Some yoga studios may hire or contract with credentialed teacher others, while other studios may opt not to implement such a policy. Having completed a YTT doesn’t make you a perfect teacher just as not having completed one doesn’t mean you’re bad. Again, it really boils down to their personality style, years in practice, and/or their personal teaching ability – or should I say their relate-ability, right?

Experience & Relatability: Choosing the Teacher that Meets Your Frequency

Here’s a little confession:  My first time ever doing yoga was the first day I showed up for YTT. Yep, you reach that right? Prior to that, I had gone out a bought a yoga mat but I have never actually been to a yoga studio or a yoga class before then. Crazy huh?!? No, watching yoga videos – nothing. I didn’t know what an asana was, or what pranayama involved but I knew I loved when it was time for Savasana. 🤣 I personally didn’t consider myself as totally out of shape. My version of exercise involved power walking around the office. So, needless to say, the overall experience in YTT was great at times but was also quite overwhelming and sometimes disappointing. (Honestly, I wanted to quit after the very first weekend.)

As an African-American in my mid-40s, I was entering a field that already suffered from limited representation for my kind but I brought with me a number of other insecurities that you might be able to relate to. Aside from my ethnicity, I didn’t wear a size zero – more like a size 16 – and I didn’t have years of yoga expertise. Plenty of times, I felt like a fish out of water – the oddball out and I was convinced everyone knew I was a fake, an imposter.
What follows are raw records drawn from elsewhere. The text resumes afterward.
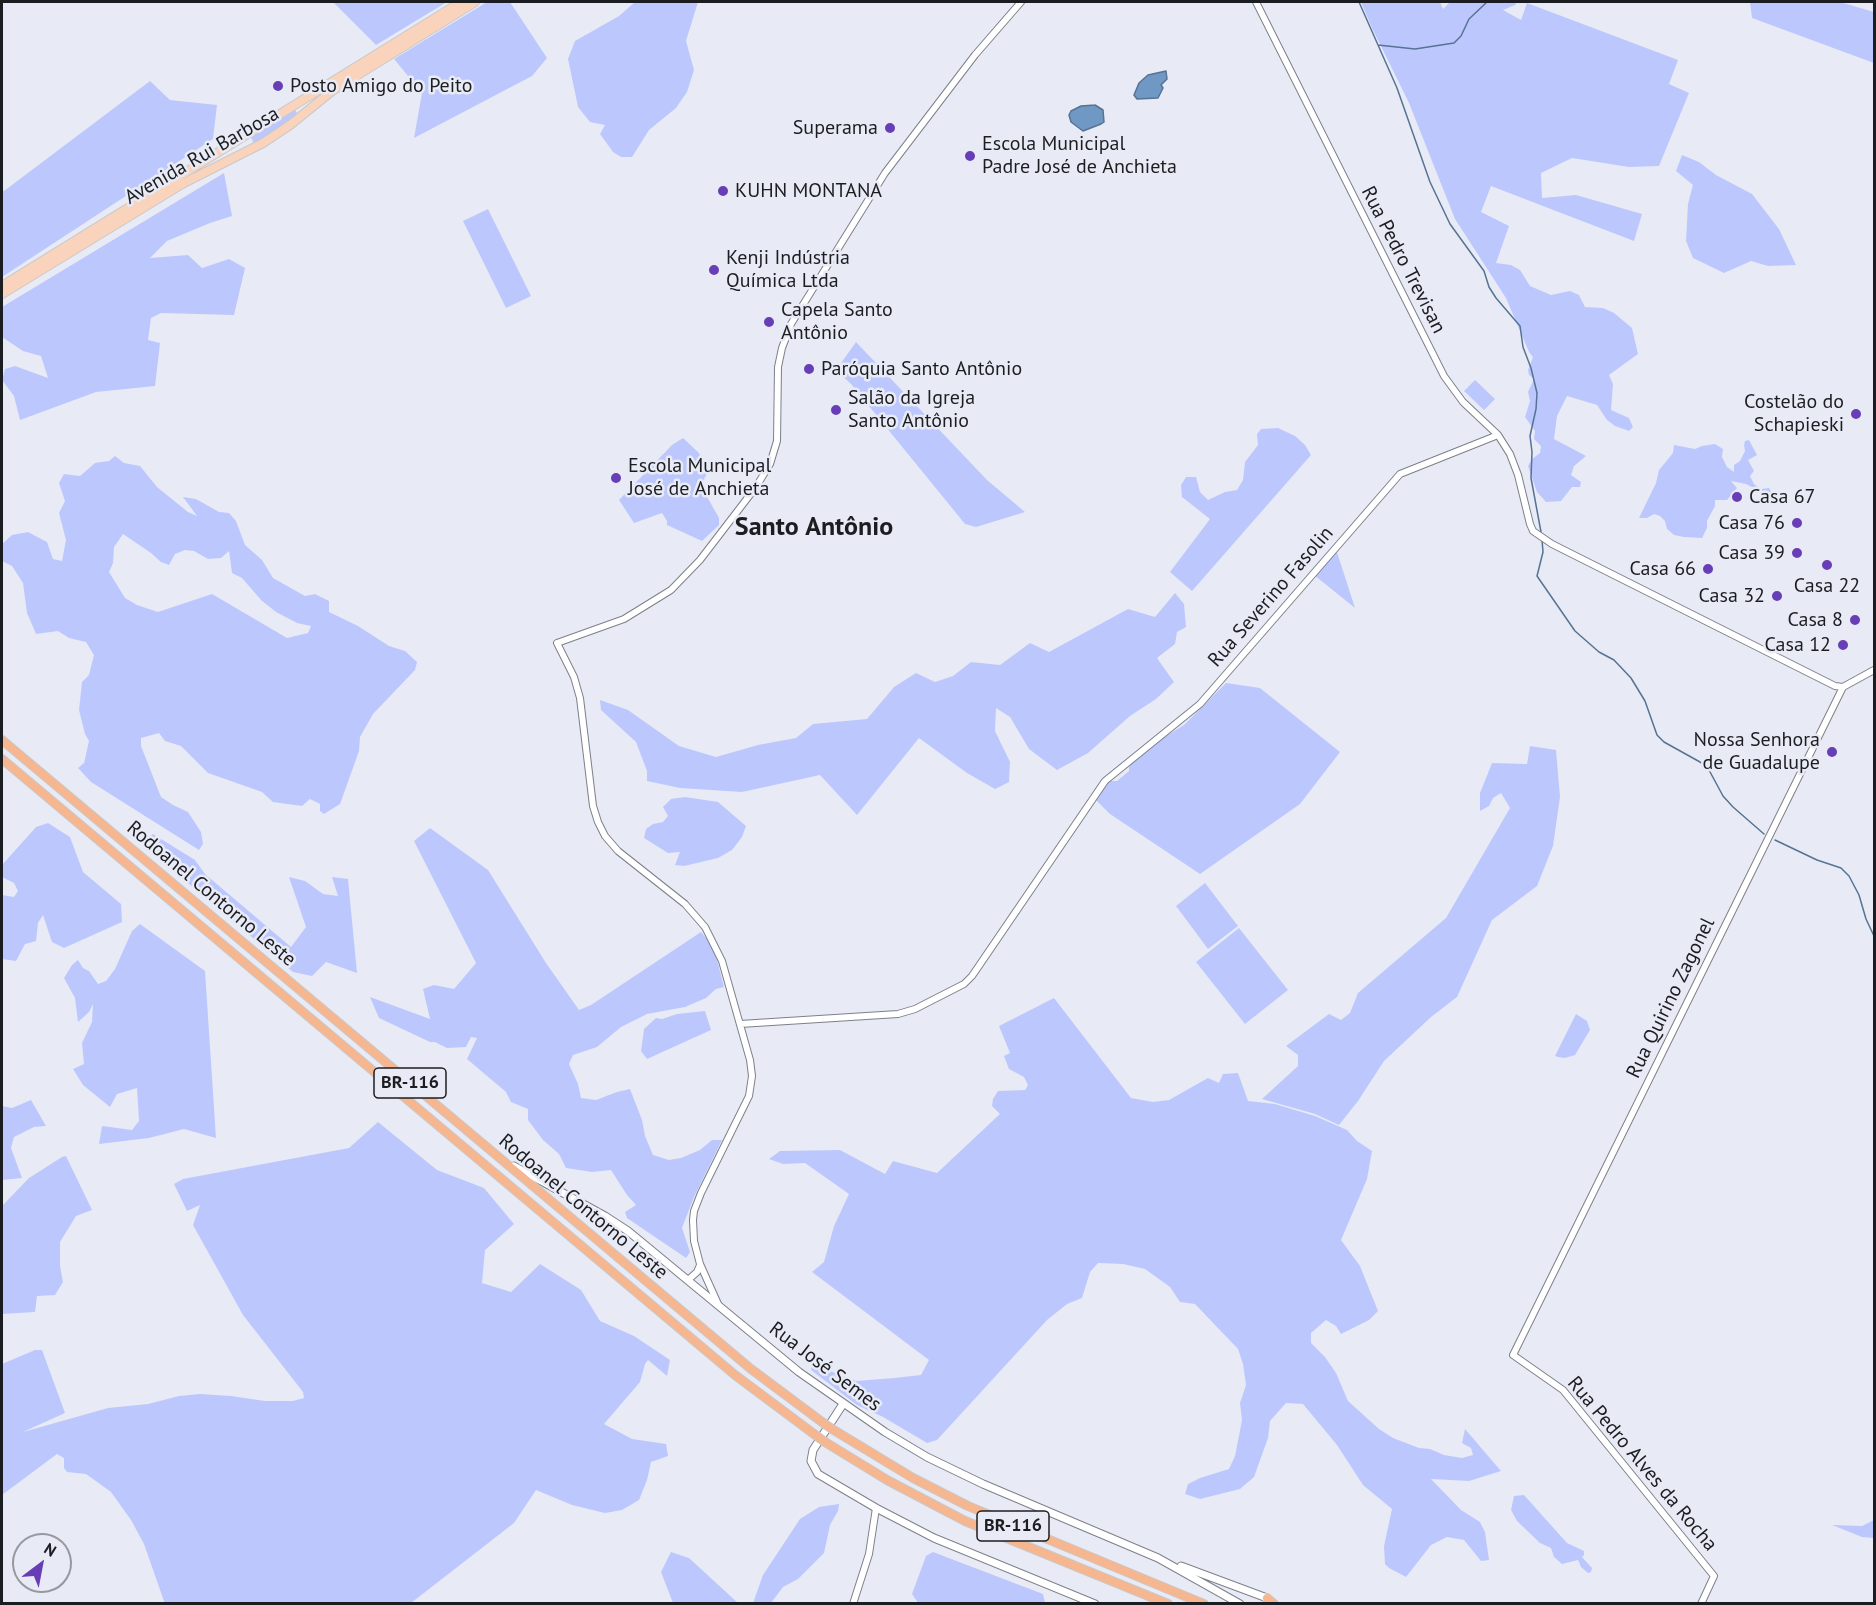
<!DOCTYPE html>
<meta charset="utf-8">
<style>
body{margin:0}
#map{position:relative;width:1876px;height:1605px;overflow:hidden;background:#e8ebf5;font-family:"PT Sans",sans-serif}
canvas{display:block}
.frame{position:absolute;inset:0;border:3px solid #1c1d21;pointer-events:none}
.north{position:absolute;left:12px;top:1533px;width:60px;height:60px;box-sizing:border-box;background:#e8ebf5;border:2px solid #9699a0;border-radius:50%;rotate:32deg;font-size:16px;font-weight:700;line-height:24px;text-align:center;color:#1c1d21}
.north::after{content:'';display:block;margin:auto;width:21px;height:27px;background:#673eb6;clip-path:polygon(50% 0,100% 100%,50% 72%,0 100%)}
</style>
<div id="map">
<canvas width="1876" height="1605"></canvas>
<div class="frame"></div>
<div class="north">N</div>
</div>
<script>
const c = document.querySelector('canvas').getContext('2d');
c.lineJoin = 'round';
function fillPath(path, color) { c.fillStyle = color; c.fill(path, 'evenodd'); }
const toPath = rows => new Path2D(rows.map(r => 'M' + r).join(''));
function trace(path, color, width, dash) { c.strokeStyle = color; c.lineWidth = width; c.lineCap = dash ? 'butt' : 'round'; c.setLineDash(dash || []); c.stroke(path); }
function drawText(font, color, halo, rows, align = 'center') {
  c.font = font + ' "PT Sans",sans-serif'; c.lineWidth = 5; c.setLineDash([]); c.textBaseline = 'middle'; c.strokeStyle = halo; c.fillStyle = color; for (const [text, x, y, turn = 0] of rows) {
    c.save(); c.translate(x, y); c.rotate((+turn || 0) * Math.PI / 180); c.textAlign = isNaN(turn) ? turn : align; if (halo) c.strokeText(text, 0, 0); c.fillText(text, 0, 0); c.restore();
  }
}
fillPath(toPath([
 [333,2,447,2,376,45],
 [487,2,510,2,547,58,532,76,414,138,422,93,394,59],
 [635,2,698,2,686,41,694,70,687,92,676,108,649,130,632,157,621,157,613,152,600,134,605,125,590,122,578,107,568,59,575,41,619,16],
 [1361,2,1440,2,1443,9,1450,2,1517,2,1515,5,1503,10,1521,20,1527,3,1678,60,1669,84,1689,93,1659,166,1629,167,1572,158,1541,173,1542,198,1576,195,1642,214,1634,241,1491,186,1481,212,1509,226,1496,263,1511,265,1520,270,1530,286,1551,295,1570,291,1579,295,1585,307,1603,308,1614,313,1632,328,1638,354,1609,375,1613,384,1611,410,1629,418,1633,427,1629,431,1615,426,1607,420,1597,405,1567,396,1557,416,1554,439,1586,456,1574,466,1571,475,1581,482,1580,487,1572,487,1561,501,1546,502,1537,492,1528,466,1532,459,1540,453,1541,446,1534,439,1535,431,1525,417,1530,401,1528,392,1534,379,1529,375,1528,370,1533,357,1529,352,1506,298,1455,219,1409,103,1372,28],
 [1750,2,1840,2,1874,12,1874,63,1752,18],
 [150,81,170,100,217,105,213,139,2,277,2,190,4,191],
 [294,108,298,115,254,144,250,135],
 [1682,155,1699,162,1716,175,1752,194,1779,229,1796,265,1768,266,1751,261,1724,273,1693,258,1686,241,1688,204,1693,185,1676,171],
 [224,173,232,216,210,223,167,241,150,258,188,255,202,268,229,259,245,268,234,315,161,313,151,318,148,340,160,343,155,386,96,392,20,420,14,396,2,380,5,369,15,366,48,378,41,356,23,351,2,337,2,307],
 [488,209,531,296,506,308,463,221],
 [856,342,987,480,1025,512,976,527,965,524,851,384,836,370],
 [1475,380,1495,399,1484,410,1464,391],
 [1278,428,1295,436,1305,445,1311,455,1192,591,1170,572,1210,519,1182,497,1181,485,1186,477,1196,477,1200,492,1208,500,1225,492,1237,490,1243,480,1245,462,1258,445,1257,434,1261,429],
 [683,438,699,453,707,473,701,486,719,518,719,525,702,541,667,525,667,521,662,513,634,523,619,500,672,445],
 [1749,440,1757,455,1748,460,1754,471,1750,476,1754,484,1761,489,1769,488,1773,495,1771,497,1746,484,1731,481,1737,488,1727,500,1715,500,1715,506,1707,521,1707,528,1702,538,1684,537,1674,535,1667,529,1665,521,1660,516,1654,514,1647,518,1639,518,1656,483,1659,470,1673,453,1674,445,1695,449,1702,446,1715,444,1723,449,1722,457,1727,467,1734,472,1734,465,1740,461,1745,451,1744,445,1745,441],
 [115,456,124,463,140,466,157,487,188,512,197,516,183,497,196,499,219,512,229,513,236,521,245,545,262,560,273,578,305,596,315,594,329,601,329,612,358,626,389,646,405,651,417,662,415,670,373,714,360,737,359,751,340,804,324,814,320,811,320,804,310,799,302,806,273,802,262,792,208,773,181,746,165,741,159,733,141,738,141,746,161,797,173,805,188,812,201,832,203,844,199,850,91,782,78,768,84,763,89,741,85,734,79,710,82,682,89,675,94,655,86,642,69,638,58,631,36,634,27,613,23,583,12,566,2,561,2,544,12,535,28,532,47,542,53,559,62,561,66,540,59,513,65,501,59,483,64,474,80,476,95,463,109,461],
 [123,534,151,553,161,562,169,565,175,554,185,550,194,551,208,559,221,558,229,551,232,573,242,578,261,600,276,612,297,623,311,626,308,633,287,638,212,594,158,612,137,605,125,598,109,572,113,563,114,547],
 [1336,549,1355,608,1314,575],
 [1175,593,1184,604,1186,627,1177,632,1175,644,1157,658,1174,682,1156,699,1130,716,1088,753,1057,770,1029,749,1010,717,996,708,995,731,1010,762,1009,782,995,789,967,773,919,738,857,815,820,775,742,792,680,788,647,781,647,771,636,742,601,710,600,700,628,710,679,746,716,757,758,745,796,738,813,724,867,719,894,687,916,673,935,682,953,676,971,662,1000,665,1030,643,1049,652,1128,609,1155,617],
 [1226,683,1260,688,1340,752,1300,804,1200,874,1110,814,1095,799,1110,781,1117,781,1129,771,1129,766,1153,744,1184,725],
 [1530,746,1556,750,1560,797,1553,846,1537,886,1492,920,1457,997,1431,1017,1384,1061,1358,1101,1339,1125,1315,1114,1262,1099,1298,1066,1298,1055,1286,1046,1329,1014,1341,1020,1350,1013,1358,993,1446,918,1510,808,1501,793,1493,798,1489,806,1480,811,1480,793,1492,763,1527,764],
 [685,797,718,802,746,826,742,837,732,850,718,858,684,866,675,865,680,852,668,853,644,838,646,829,653,824,663,822,668,816,663,807,671,799],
 [48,823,70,837,83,872,121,904,122,922,64,948,52,942,43,915,38,923,36,941,25,944,16,961,2,959,2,895,14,897,18,891,14,883,2,877,2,865,36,827],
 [430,828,488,870,546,963,579,1010,591,1005,701,932,714,948,724,987,716,989,706,998,685,1007,647,1014,621,1027,597,1047,573,1055,569,1064,578,1084,581,1098,596,1100,617,1092,630,1089,642,1120,645,1136,653,1155,669,1160,681,1158,700,1150,712,1140,722,1140,694,1197,682,1228,690,1252,686,1258,627,1218,625,1212,636,1205,627,1195,611,1170,592,1172,566,1168,559,1154,543,1140,528,1120,528,1109,511,1102,506,1092,467,1059,477,1038,471,1037,466,1047,447,1048,435,1042,430,1042,379,1018,370,997,430,1019,423,989,434,985,454,989,476,963,414,841],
 [153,834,195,860,205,874,291,947,306,927,289,877,305,881,323,894,338,896,332,877,348,879,357,973,326,962,312,976,293,972,142,844],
 [1205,883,1238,926,1208,949,1176,906],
 [140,924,205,971,216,1138,184,1129,149,1138,99,1144,102,1126,132,1130,139,1121,137,1088,117,1094,110,1107,83,1085,73,1069,84,1064,82,1043,92,1022,93,1004,89,1012,78,1022,75,998,64,978,72,965,78,960,83,968,89,971,98,984,106,981,115,969,132,931],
 [1239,928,1288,990,1245,1024,1196,962],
 [1054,998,1131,1098,1153,1102,1169,1100,1208,1078,1219,1083,1223,1074,1238,1073,1248,1101,1275,1104,1315,1116,1347,1130,1357,1141,1372,1151,1367,1179,1341,1240,1360,1266,1378,1311,1369,1320,1341,1334,1336,1326,1326,1320,1311,1333,1311,1343,1325,1357,1336,1373,1348,1401,1379,1429,1393,1438,1419,1448,1430,1449,1444,1455,1462,1458,1473,1455,1471,1448,1462,1443,1465,1429,1501,1471,1469,1481,1431,1479,1461,1510,1480,1522,1485,1532,1489,1560,1481,1561,1464,1540,1447,1537,1431,1545,1406,1577,1389,1568,1385,1564,1384,1546,1392,1509,1363,1485,1337,1445,1303,1404,1286,1403,1270,1421,1268,1438,1254,1477,1240,1489,1200,1499,1185,1494,1188,1484,1200,1478,1229,1469,1235,1456,1242,1420,1240,1403,1246,1385,1243,1364,1238,1349,1195,1304,1180,1302,1170,1287,1145,1269,1123,1264,1098,1263,1090,1272,1082,1298,1067,1304,1047,1320,937,1440,927,1443,883,1417,857,1405,811,1370,812,1364,856,1381,894,1378,921,1375,929,1360,812,1272,824,1262,834,1226,849,1194,805,1163,783,1164,769,1159,780,1151,840,1150,885,1174,893,1161,937,1173,1000,1114,992,1106,993,1099,998,1091,1025,1090,1028,1085,1024,1077,1009,1069,1004,1056,1010,1053,999,1026],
 [705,1011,711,1030,647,1059,641,1051,644,1029,656,1018,662,1019,677,1014],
 [1576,1014,1587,1021,1590,1030,1575,1055,1565,1058,1558,1057,1555,1056],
 [31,1100,46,1126,34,1127,14,1137,11,1148,22,1178,2,1180,2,1106,12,1108],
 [378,1122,437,1170,484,1188,514,1224,485,1250,482,1283,511,1292,540,1264,581,1290,600,1321,634,1336,670,1360,667,1376,648,1360,645,1364,640,1382,604,1424,632,1439,666,1444,668,1456,651,1462,647,1480,639,1500,622,1510,605,1513,572,1505,536,1490,514,1523,411,1603,165,1604,144,1544,131,1520,111,1492,86,1474,67,1472,64,1468,64,1458,57,1454,2,1495,2,1364,35,1350,42,1350,65,1413,23,1432,108,1408,148,1404,179,1396,200,1394,231,1396,265,1401,293,1401,304,1398,303,1392,243,1315,193,1225,200,1205,187,1211,174,1184,183,1179,349,1148],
 [66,1156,92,1210,76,1216,60,1242,60,1266,63,1282,55,1295,37,1296,35,1312,2,1314,2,1206,29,1178,62,1157],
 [1524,1495,1567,1543,1584,1551,1584,1555,1582,1557,1592,1568,1591,1572,1588,1573,1581,1567,1578,1560,1562,1564,1554,1557,1551,1548,1540,1543,1517,1521,1511,1510,1514,1496],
 [839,1504,838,1511,830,1525,824,1553,798,1579,783,1587,771,1603,753,1603,763,1575,800,1519,819,1507],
 [1874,1520,1874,1538,1862,1537,1832,1525,1862,1526],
 [671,1552,689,1558,738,1603,673,1603,661,1572],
 [933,1552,1043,1594,1045,1603,918,1603,912,1594,926,1556]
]), '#bcc8fd');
const water = toPath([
 [1166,71,1167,79,1161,85,1163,88,1158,98,1137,99,1134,95,1139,83,1148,75,1166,71],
 [1095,105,1103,110,1104,122,1101,124,1083,131,1071,122,1069,115,1071,111,1081,106,1095,105]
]);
fillPath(water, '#6f98c4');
trace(water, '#567393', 1.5);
trace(toPath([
 [1359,2,1397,88,1430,182,1450,224,1484,271,1489,287,1496,298,1520,326,1523,347,1531,368,1537,393,1536,409,1530,436,1532,452,1531,478,1541,532],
 [1378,45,1415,49,1454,43,1461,36,1469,19,1487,2],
 [1542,540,1543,552,1537,576,1575,631,1599,652,1614,660,1631,678,1645,701,1657,735,1664,742,1700,762,1709,770,1723,796,1733,807,1764,834],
 [1775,840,1817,860,1841,868,1849,876,1859,895,1866,919,1874,936]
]), '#567393', 1.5);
const tertiary = toPath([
 [1256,2,1444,376,1463,402,1498,435,1510,454,1518,475,1530,524,1533,531,1552,544,1835,686,1843,687],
 [740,1024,898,1014,915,1009,964,984,972,976,1105,781,1200,704,1400,474,1498,435],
 [688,1280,697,1272,700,1265],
 [718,1304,700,1264,694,1241,693,1220,694,1211,701,1193,749,1096,752,1076,750,1060,722,961,705,927,685,904,618,851,605,836,598,822,593,806,580,698,574,677,557,643,624,619,671,590,700,560,756,487,770,464,777,441,778,367,782,348,791,324,885,173,975,55,1021,2],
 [853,1604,869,1554,876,1508],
 [1701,1604,1714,1576,1563,1390,1513,1355,1843,687,1874,670]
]);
const secondary = toPath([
 [514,1166,605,1216,628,1231,799,1372,885,1432,927,1457,983,1484,1158,1558,1240,1604],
 [843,1404,813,1450,811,1461,818,1474,876,1508,934,1538,1095,1604],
 [1181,1566,1267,1598,1270,1602]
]);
const primary = toPath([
 [2,286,461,2],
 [2,294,182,184,263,143,290,125,332,91,475,2]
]);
const motorway = toPath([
 [2,740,751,1369,822,1422],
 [2,759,735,1375,814,1434],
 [832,1429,913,1478,968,1506,1204,1604],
 [825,1442,887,1480,965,1521,1168,1604],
 [1267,1598,1274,1604]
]);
trace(tertiary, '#7d8089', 8);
trace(secondary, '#7d8089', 9);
trace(primary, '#c9c9ca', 10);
trace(motorway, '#c9c9ca', 10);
trace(tertiary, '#fff', 6);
trace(secondary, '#fff', 7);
trace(primary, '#fad3bc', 8);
trace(motorway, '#f6b690', 8);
const motorwayBridge = toPath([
 [822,1422,832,1429],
 [814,1434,825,1442]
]);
trace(motorwayBridge, '#c9c9ca', 10, []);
trace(motorwayBridge, '#f6b690', 8);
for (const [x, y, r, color] of [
 [278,86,6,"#673eb6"],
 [890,128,6,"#673eb6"],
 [970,156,6,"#673eb6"],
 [723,191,6,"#673eb6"],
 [714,270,6,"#673eb6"],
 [769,322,6,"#673eb6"],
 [809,369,6,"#673eb6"],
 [836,410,6,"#673eb6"],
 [1856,414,6,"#673eb6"],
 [616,478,6,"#673eb6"],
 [1737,497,6,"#673eb6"],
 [1797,523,6,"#673eb6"],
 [1797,553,6,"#673eb6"],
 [1827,565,6,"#673eb6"],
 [1708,569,6,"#673eb6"],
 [1777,596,6,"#673eb6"],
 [1855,620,6,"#673eb6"],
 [1843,645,6,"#673eb6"],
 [1832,752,6,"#673eb6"]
]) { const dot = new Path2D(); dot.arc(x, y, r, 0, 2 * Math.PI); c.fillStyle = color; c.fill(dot); trace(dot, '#e8ebf5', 2); }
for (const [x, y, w] of [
 [410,1083,72],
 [1013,1526,72]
]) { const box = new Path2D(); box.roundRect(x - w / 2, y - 15, w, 30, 4.5); c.fillStyle = '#e8ebf5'; c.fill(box); trace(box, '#1c1d21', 1.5); }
drawText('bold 18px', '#1c1d21', null, [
 ["BR-116",410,1083],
 ["BR-116",1013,1526]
]);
drawText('20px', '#1c1d21', '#e8ebf5', [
 ["Posto Amigo do Peito",290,86],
 ["Superama",878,128,"right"],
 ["Escola Municipal",982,144],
 ["Padre José de Anchieta",982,167],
 ["KUHN MONTANA",735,191],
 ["Kenji Indústria",726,258],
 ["Química Ltda",726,281],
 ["Capela Santo",781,310],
 ["Antônio",781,333],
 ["Paróquia Santo Antônio",821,369],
 ["Salão da Igreja",848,398],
 ["Santo Antônio",848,421],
 ["Costelão do",1844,402,"right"],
 ["Schapieski",1844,425,"right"],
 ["Escola Municipal",628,466],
 ["José de Anchieta",628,489],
 ["Casa 67",1749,497],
 ["Casa 76",1785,523,"right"],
 ["Casa 39",1785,553,"right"],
 ["Casa 66",1696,569,"right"],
 ["Casa 22",1827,586,"center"],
 ["Casa 32",1765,596,"right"],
 ["Casa 8",1843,620,"right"],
 ["Casa 12",1831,645,"right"],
 ["Nossa Senhora",1820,740,"right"],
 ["de Guadalupe",1820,763,"right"]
], 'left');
drawText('20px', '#1c1d21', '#e8ebf5', [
 ["Avenida Rui Barbosa",202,156,-30],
 ["Rua Pedro Trevisan",1403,260,63],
 ["Rua Severino Fasolin",1271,597,-49],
 ["Rodoanel Contorno Leste",211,894,40],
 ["Rua Quirino Zagonel",1671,998,-64],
 ["Rodoanel Contorno Leste",583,1207,40],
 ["Rua José Semes",825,1367,37],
 ["Rua Pedro Alves da Rocha",1642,1464,50]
]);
drawText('bold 26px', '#1c1d21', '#e8ebf5', [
 ["Santo Antônio",814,528]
]);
</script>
Frankly, I was following the prompting of the Most High/Spirit/Source to even signed up for yoga teacher training. If I had attended an actual yoga class prior, that would have been my first and last yoga class I’m sure. Stop and think about what I just shared – I was in my mid-40s, “overweight”, didn’t exercise, didn’t eat healthy either, and had never stepped foot in a yoga studio let alone a yoga class. Yet, I signed up for a nine-month fast-paced YTT program and I completed it in its entirety. If you’re a newbie, then that should be inspiration enough that you can do this too – at your own pace and in your own way.

Unless more-experienced teachers, I can relate to being intimidated by the other class participants, and comparing myself to them. ‘Not everyone is destined to do handstands and besides, advanced poses aren’t covered in any of our classes anyway. Again, it’s important to find a teacher that meets you where you or and helps you to feel good in your skin no matter where you are in the journey called life.